/PneumoNet

Diagnosing pneumonia with transfer learning

Primary LanguagePython

PneumoNet

Name: Jack Risse

School: Flatiron

Project: Capstone

Date: 1/3/2020

DISCLAIMER! In no way, shape or form am I a medical professional.

Desire

When starting my journey in Data Science, being able create insights and maybe even products to help them thrive seemed to be a novel concept, but that is not who I am. I have always strived to help and make impact. I was taught as a child to be the good sumaritan and leave a place better than when it was found. So when I saw this dataset on Kaggle what data scientist were doing with it gave me a passion to use my skills to make difference in a way that a person can benefit from it not be decieved and used from their own data.

About

The objective of this project was to use Convolution Neural Networks to diagnose chest x-rays. Transfer learning was used to train the model. The base model was MobileNet that was pre-trained on the imagenet dataset. I used a software engineering approach because of obstacles that I faced with the servers and memory issues when dealing with notebooks. But there is an advantage to that it comes to time to implement the model to an application or product.

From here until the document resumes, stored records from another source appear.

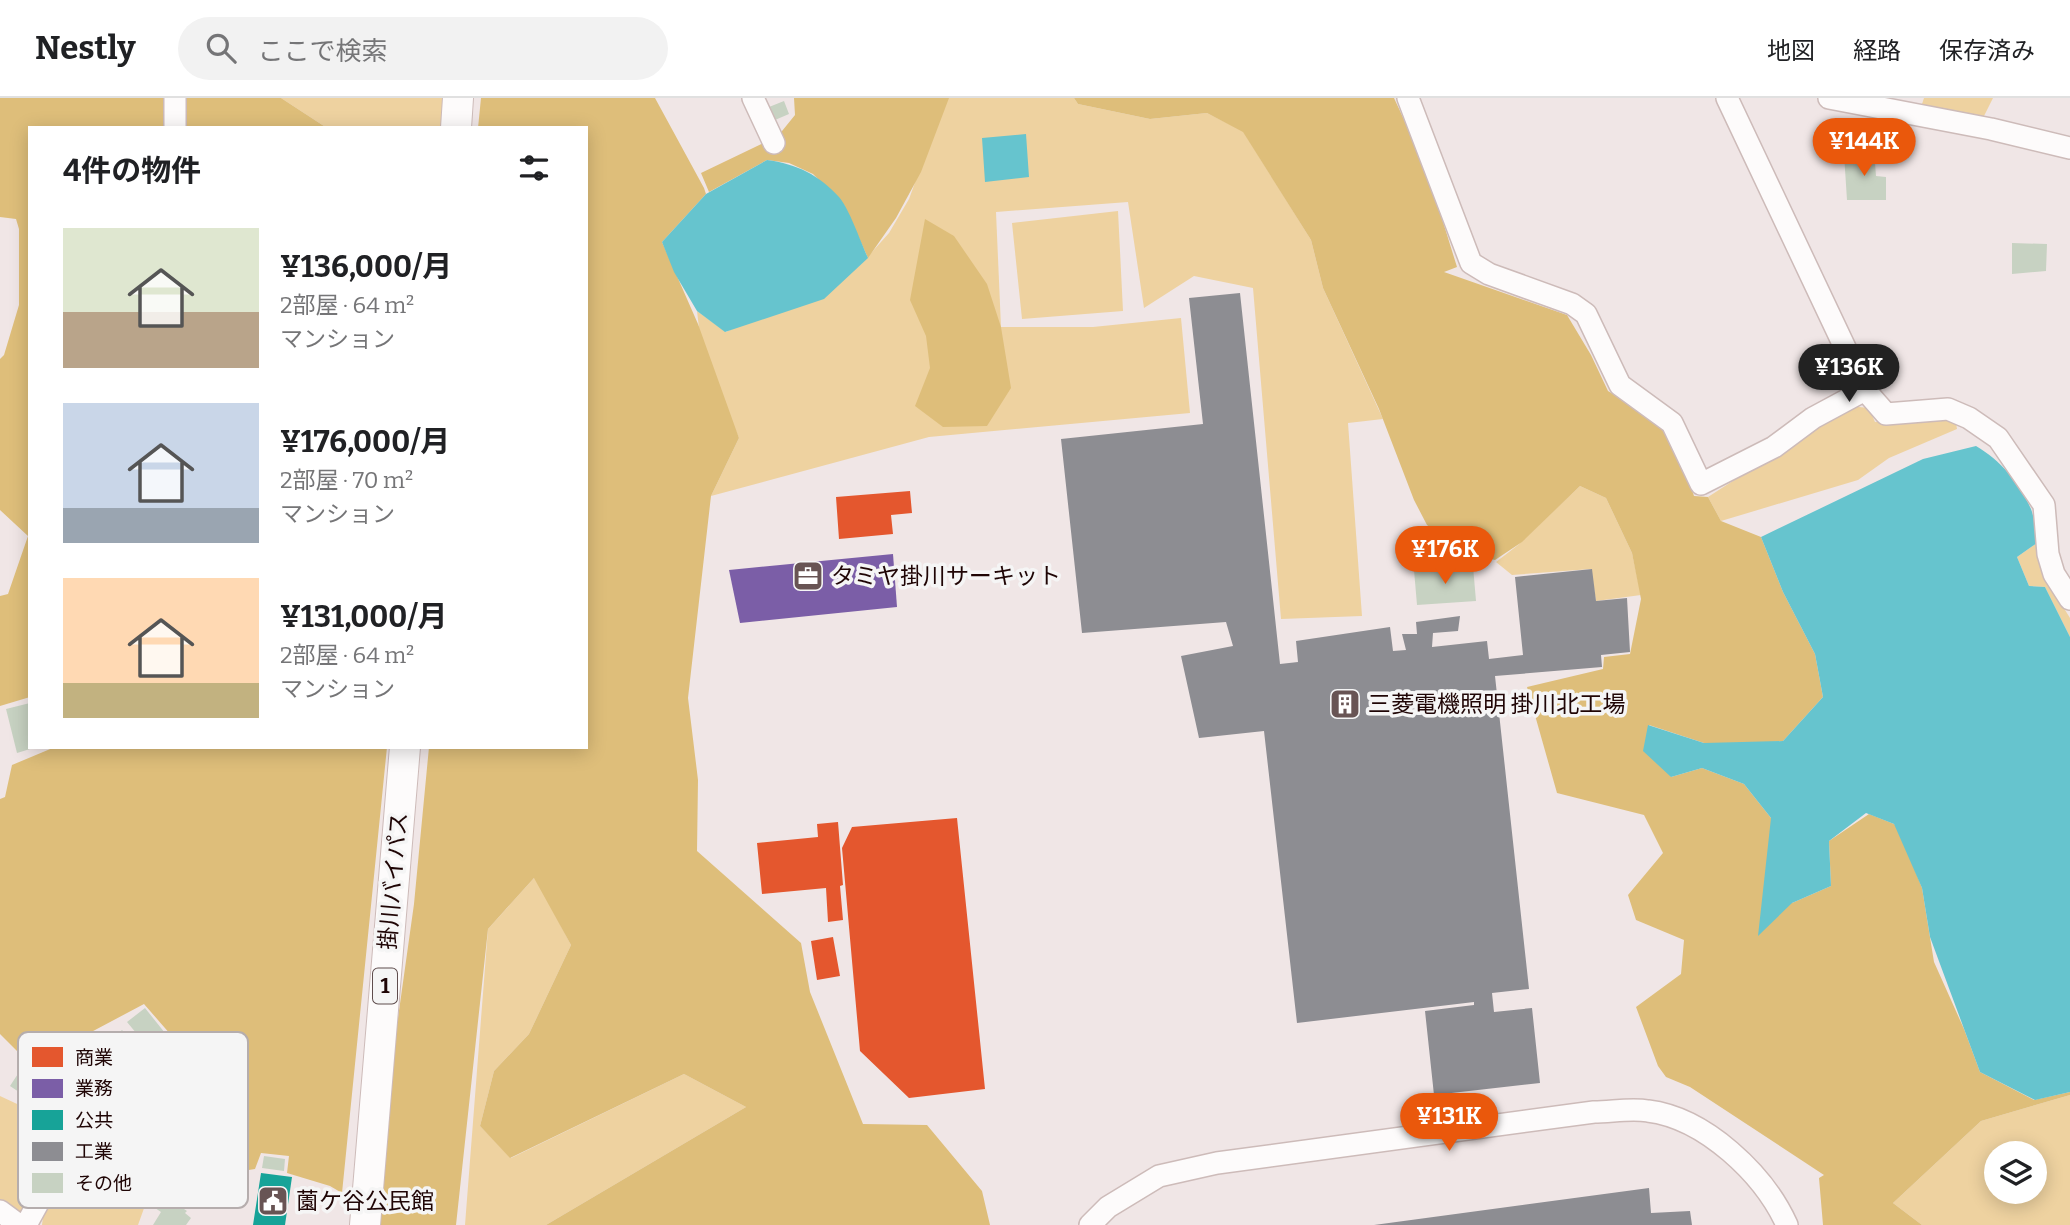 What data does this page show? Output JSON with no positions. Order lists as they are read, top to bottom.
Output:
{
  "streets": {
    "highway": ["掛川バイパス", "1"]
  },
  "places": {
    "office": ["タミヤ掛川サーキット"],
    "building": ["三菱電機照明 掛川北工場"],
    "public building": ["薗ケ谷公民館"]
  },
  "legend": [
    "商業",
    "業務",
    "公共",
    "工業",
    "その他"
  ],
  "page": {
    "header": "Nestly",
    "search": "ここで検索",
    "nav": ["地図", "経路", "保存済み"],
    "price": [
      "¥144K",
      "¥136K",
      "¥176K",
      "¥131K"
    ],
    "heading": "4件の物件",
    "list": [
      {
        "name": "¥136,000/月",
        "note": "2部屋 · 64 m² · マンション"
      },
      {
        "name": "¥176,000/月",
        "note": "2部屋 · 70 m² · マンション"
      },
      {
        "name": "¥131,000/月",
        "note": "2部屋 · 64 m² · マンション"
      }
    ]
  }
} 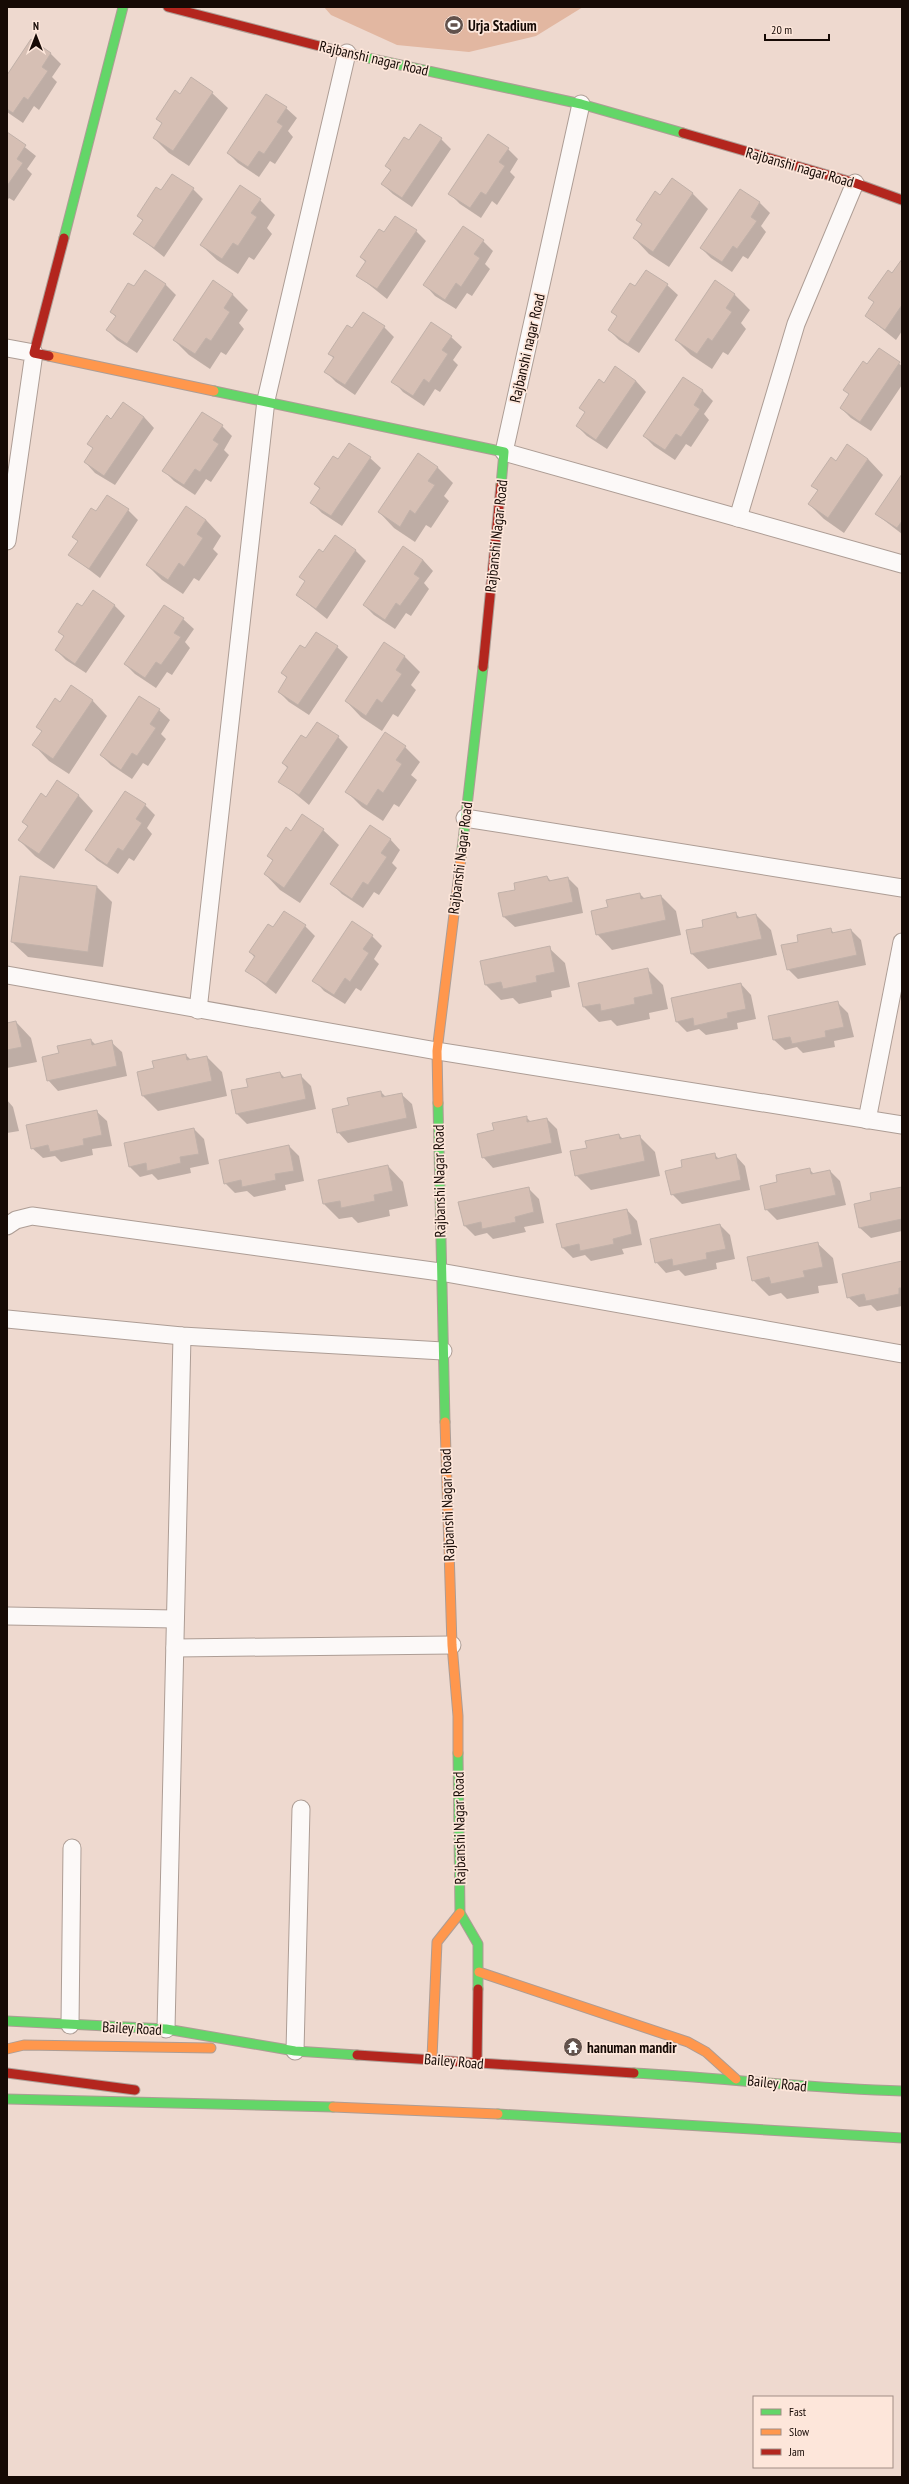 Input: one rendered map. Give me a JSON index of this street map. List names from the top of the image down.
{
  "streets": {
    "main road": ["Rajbanshi nagar Road", "Rajbanshi Nagar Road", "Bailey Road"]
  },
  "crossings": [
    ["Rajbanshi nagar Road", "Rajbanshi Nagar Road"],
    ["Rajbanshi Nagar Road", "Bailey Road"]
  ],
  "places": {
    "sports": ["Urja Stadium"],
    "temple": ["hanuman mandir"]
  },
  "legend": ["Fast", "Slow", "Jam"],
  "scale_bar": "20 m",
  "north": "top"
}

Why I chose MobileNet pre-trained model? Since the access to GPUs is not affordable for a student I couldn't train with a model that requires a substantial amount of computing power. So I had to MobileNet because the model was optimized to be used with mobile applications.

MobileNet

MobileNet uses depth-wise separable convolutions. Such convolutions reduces the number of times multiplication computation is performed. The CNN was made for mobile and embedded computer vision applications. Cornell wrote a paper on the MobileNet.

ImageNet

imagenet is a dataset that all of the pre-trained models use to train their models. The dataset contains over 14 million images with 1000 different classes. To learn more about the imagenet dataset to go to here.

Data

The data came from Kaggle. The dataset had some class imbalance with a ratio of about 27% of x-ray with no pneumonia and 73% of x-rays with pneumonia. So after data augmentation, 42% of x-rays with no pneumonia and 58% of x-ray with pneumonia. There still is some class imbalance but not that much to make a impact on accuracy and definitely better than 27% and 73%.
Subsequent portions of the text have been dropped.